#### Work item
Count the lines in the entries that contain the string "from". State nothing but the number.

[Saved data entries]
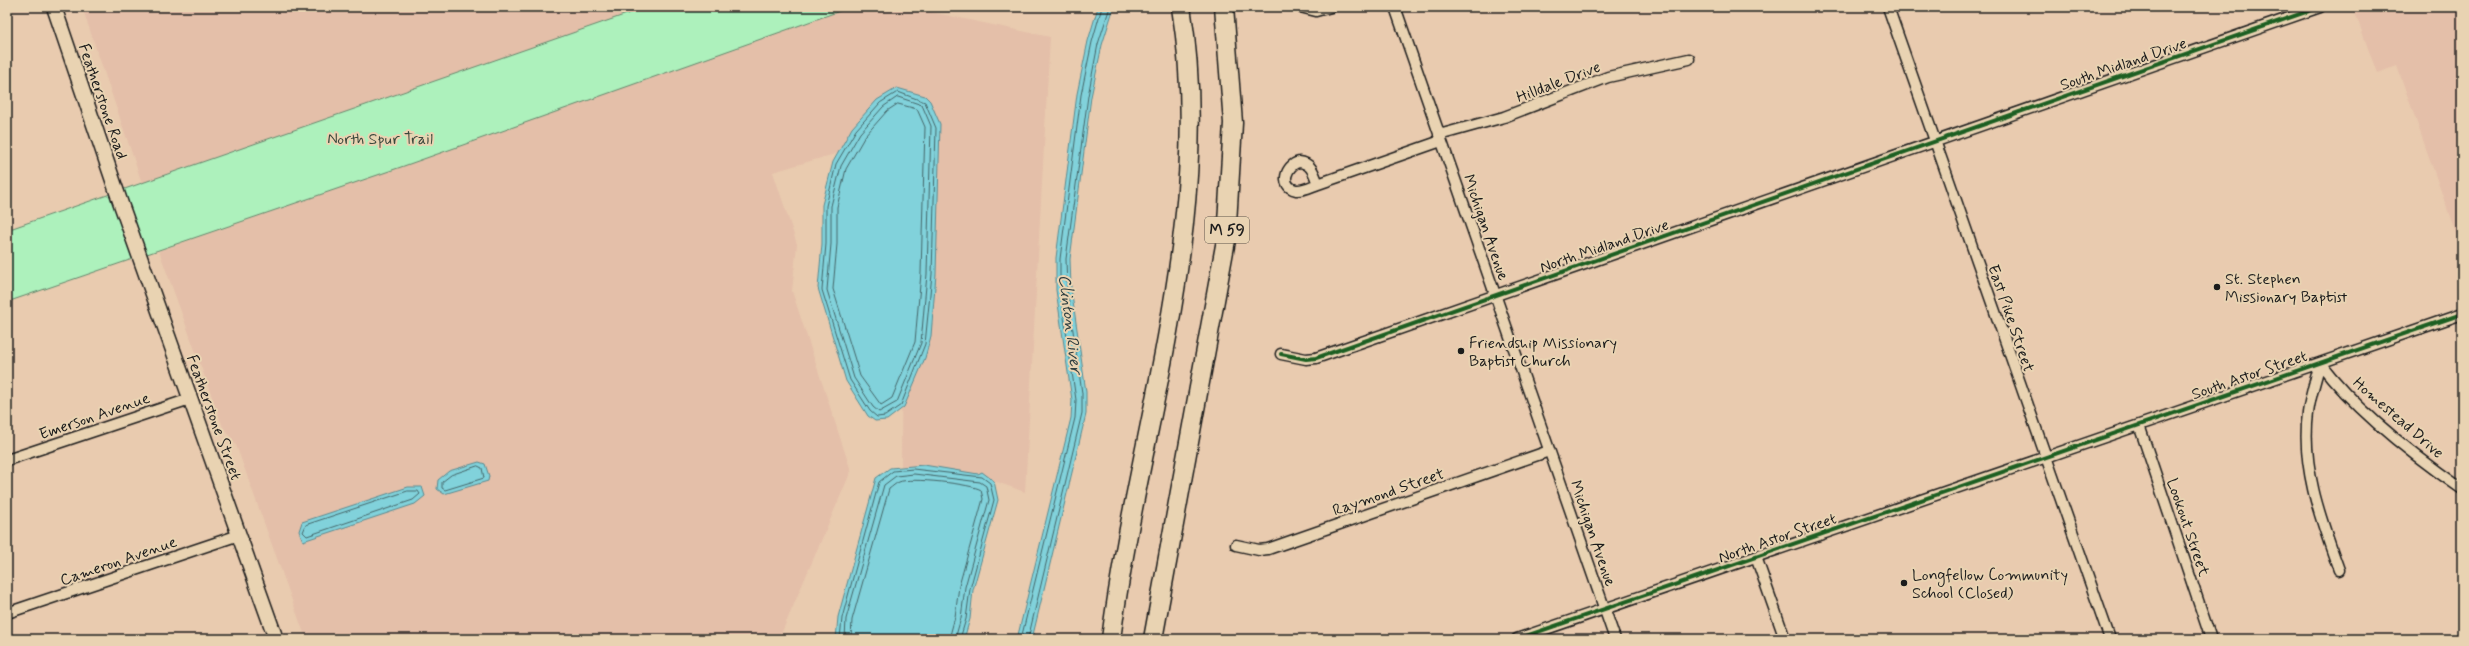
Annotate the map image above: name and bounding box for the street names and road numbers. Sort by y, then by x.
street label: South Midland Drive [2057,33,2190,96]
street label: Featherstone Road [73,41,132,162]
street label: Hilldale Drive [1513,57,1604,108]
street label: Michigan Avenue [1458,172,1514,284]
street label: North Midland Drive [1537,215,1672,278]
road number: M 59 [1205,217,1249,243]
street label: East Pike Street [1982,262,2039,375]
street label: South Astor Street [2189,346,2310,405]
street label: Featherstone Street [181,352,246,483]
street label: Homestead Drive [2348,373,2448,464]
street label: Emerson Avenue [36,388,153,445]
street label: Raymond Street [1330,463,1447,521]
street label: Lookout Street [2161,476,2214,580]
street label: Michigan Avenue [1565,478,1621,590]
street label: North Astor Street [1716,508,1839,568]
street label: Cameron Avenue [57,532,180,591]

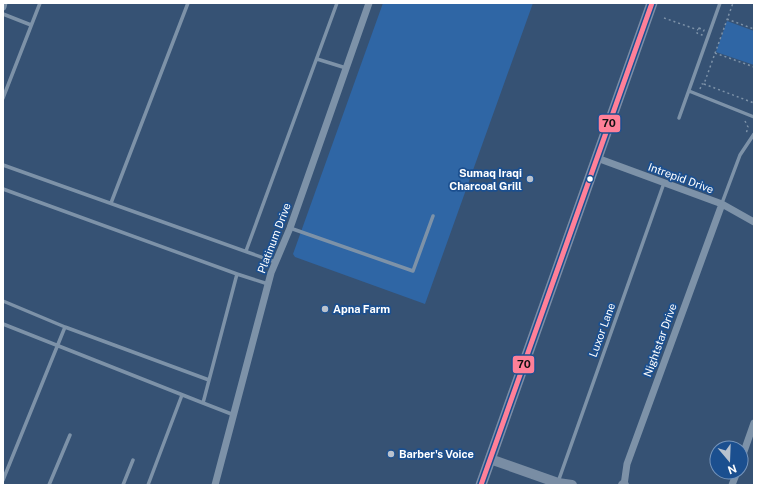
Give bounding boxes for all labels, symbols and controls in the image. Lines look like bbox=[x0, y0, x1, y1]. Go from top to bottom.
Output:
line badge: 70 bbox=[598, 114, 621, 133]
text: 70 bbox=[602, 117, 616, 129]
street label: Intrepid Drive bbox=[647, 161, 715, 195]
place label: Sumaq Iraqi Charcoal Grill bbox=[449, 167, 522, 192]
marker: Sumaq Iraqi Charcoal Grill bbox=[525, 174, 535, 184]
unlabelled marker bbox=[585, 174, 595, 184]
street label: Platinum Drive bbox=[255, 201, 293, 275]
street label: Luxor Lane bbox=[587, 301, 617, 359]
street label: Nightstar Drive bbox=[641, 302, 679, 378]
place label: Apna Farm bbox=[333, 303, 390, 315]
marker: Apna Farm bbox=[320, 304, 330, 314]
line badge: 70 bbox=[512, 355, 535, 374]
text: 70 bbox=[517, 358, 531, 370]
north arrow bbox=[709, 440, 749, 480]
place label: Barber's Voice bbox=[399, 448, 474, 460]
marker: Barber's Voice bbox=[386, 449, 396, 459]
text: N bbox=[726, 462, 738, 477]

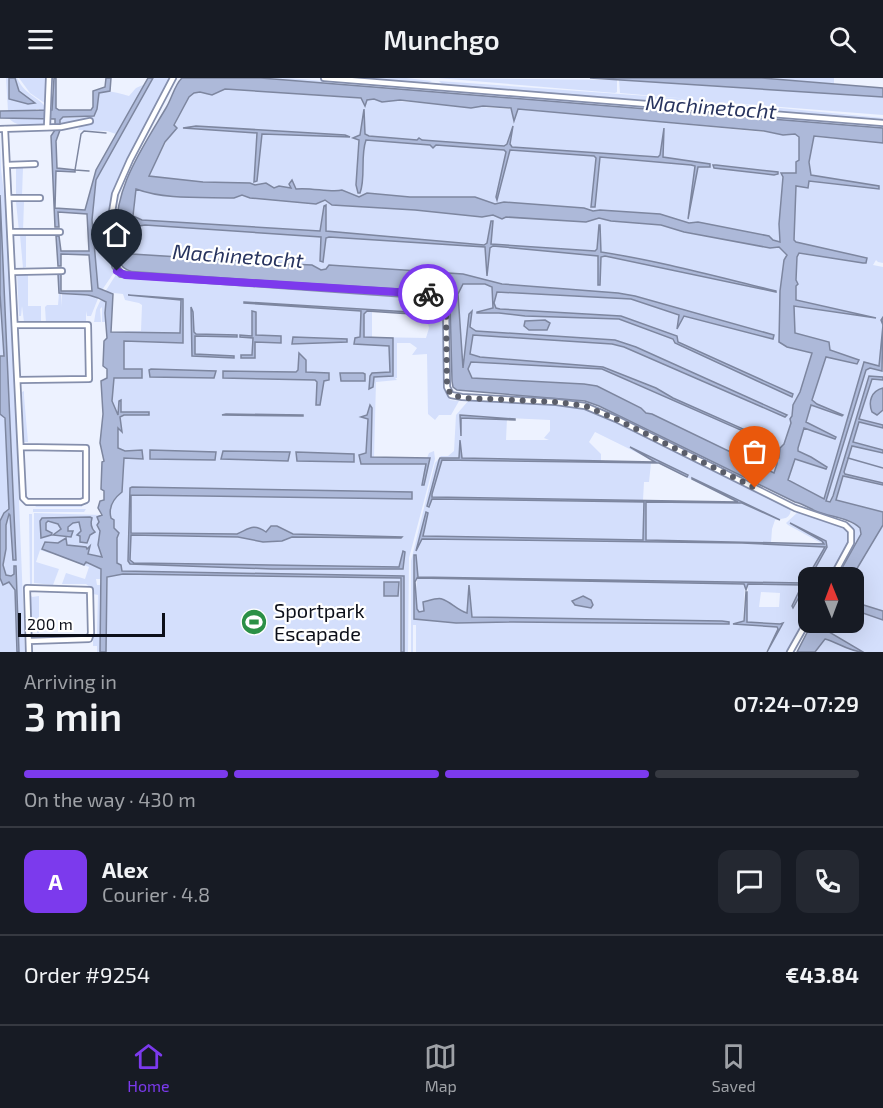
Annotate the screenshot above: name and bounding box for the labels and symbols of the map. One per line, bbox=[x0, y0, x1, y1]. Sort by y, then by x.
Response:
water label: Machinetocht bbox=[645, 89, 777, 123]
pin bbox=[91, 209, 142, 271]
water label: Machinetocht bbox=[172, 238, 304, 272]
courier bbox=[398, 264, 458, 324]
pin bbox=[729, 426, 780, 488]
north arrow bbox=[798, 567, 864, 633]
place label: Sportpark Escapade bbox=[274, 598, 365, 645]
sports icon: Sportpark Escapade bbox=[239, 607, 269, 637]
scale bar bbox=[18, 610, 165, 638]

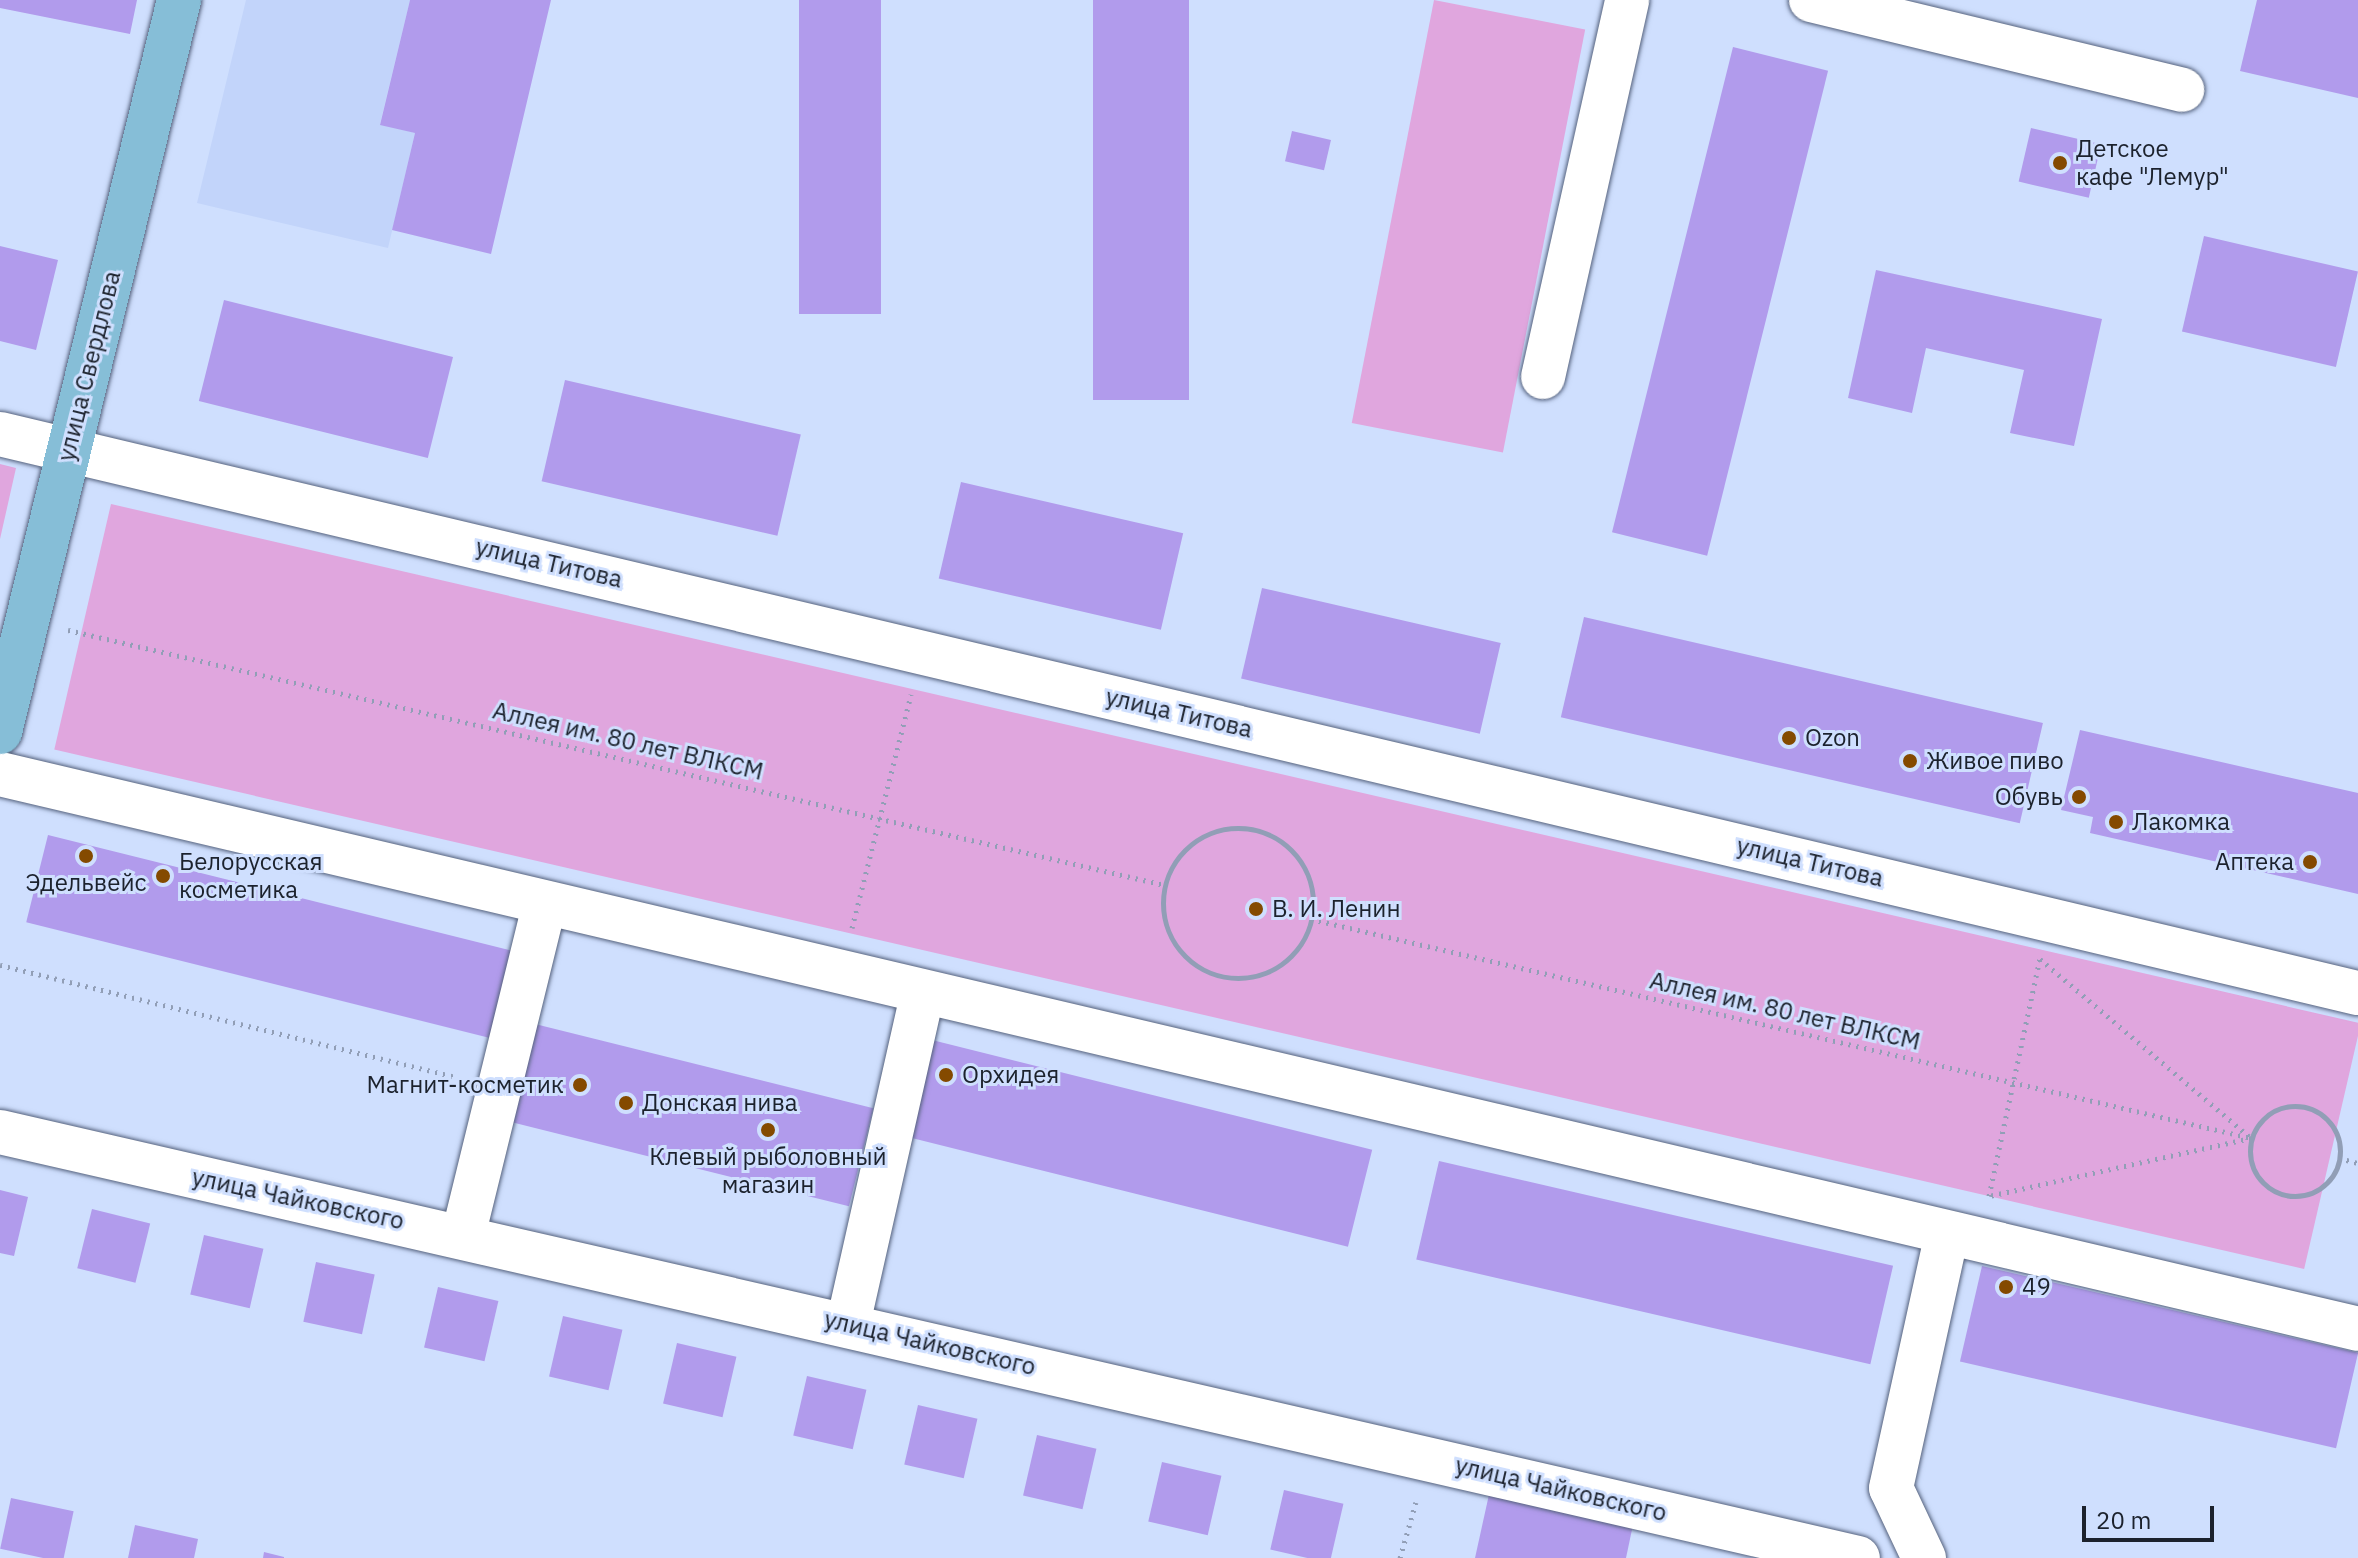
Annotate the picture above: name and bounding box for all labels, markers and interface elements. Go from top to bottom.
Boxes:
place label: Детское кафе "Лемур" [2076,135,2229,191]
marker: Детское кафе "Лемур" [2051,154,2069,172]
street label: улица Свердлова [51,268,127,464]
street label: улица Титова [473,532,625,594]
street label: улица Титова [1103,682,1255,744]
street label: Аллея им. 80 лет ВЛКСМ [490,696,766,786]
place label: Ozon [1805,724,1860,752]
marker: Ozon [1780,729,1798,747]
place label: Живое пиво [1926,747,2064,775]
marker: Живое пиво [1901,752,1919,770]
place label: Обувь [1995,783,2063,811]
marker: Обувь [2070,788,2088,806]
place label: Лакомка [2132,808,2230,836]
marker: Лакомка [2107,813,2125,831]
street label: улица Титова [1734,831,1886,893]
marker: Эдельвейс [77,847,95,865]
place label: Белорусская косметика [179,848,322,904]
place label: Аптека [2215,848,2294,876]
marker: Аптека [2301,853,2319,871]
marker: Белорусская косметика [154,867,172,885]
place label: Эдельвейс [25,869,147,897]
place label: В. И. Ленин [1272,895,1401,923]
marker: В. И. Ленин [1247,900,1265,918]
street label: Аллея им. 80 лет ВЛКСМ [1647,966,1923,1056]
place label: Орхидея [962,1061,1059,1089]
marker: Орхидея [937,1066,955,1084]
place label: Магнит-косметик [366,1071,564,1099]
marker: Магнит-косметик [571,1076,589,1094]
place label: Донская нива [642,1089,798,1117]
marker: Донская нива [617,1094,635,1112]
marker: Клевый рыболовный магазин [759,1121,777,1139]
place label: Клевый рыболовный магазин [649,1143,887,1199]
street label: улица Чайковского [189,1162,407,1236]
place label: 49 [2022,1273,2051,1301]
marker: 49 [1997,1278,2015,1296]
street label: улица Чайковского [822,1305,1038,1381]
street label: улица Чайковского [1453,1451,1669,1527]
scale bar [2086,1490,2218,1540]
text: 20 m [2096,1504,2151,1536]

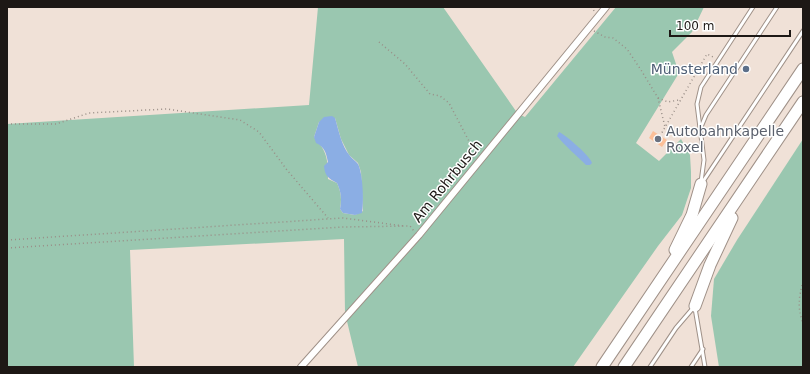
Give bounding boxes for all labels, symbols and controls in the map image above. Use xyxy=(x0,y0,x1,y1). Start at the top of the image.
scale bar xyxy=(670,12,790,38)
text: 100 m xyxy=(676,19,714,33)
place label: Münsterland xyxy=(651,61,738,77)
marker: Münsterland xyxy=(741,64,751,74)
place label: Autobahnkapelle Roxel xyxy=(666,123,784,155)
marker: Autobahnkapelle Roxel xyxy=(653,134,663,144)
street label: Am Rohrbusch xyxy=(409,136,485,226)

#### Task solution
2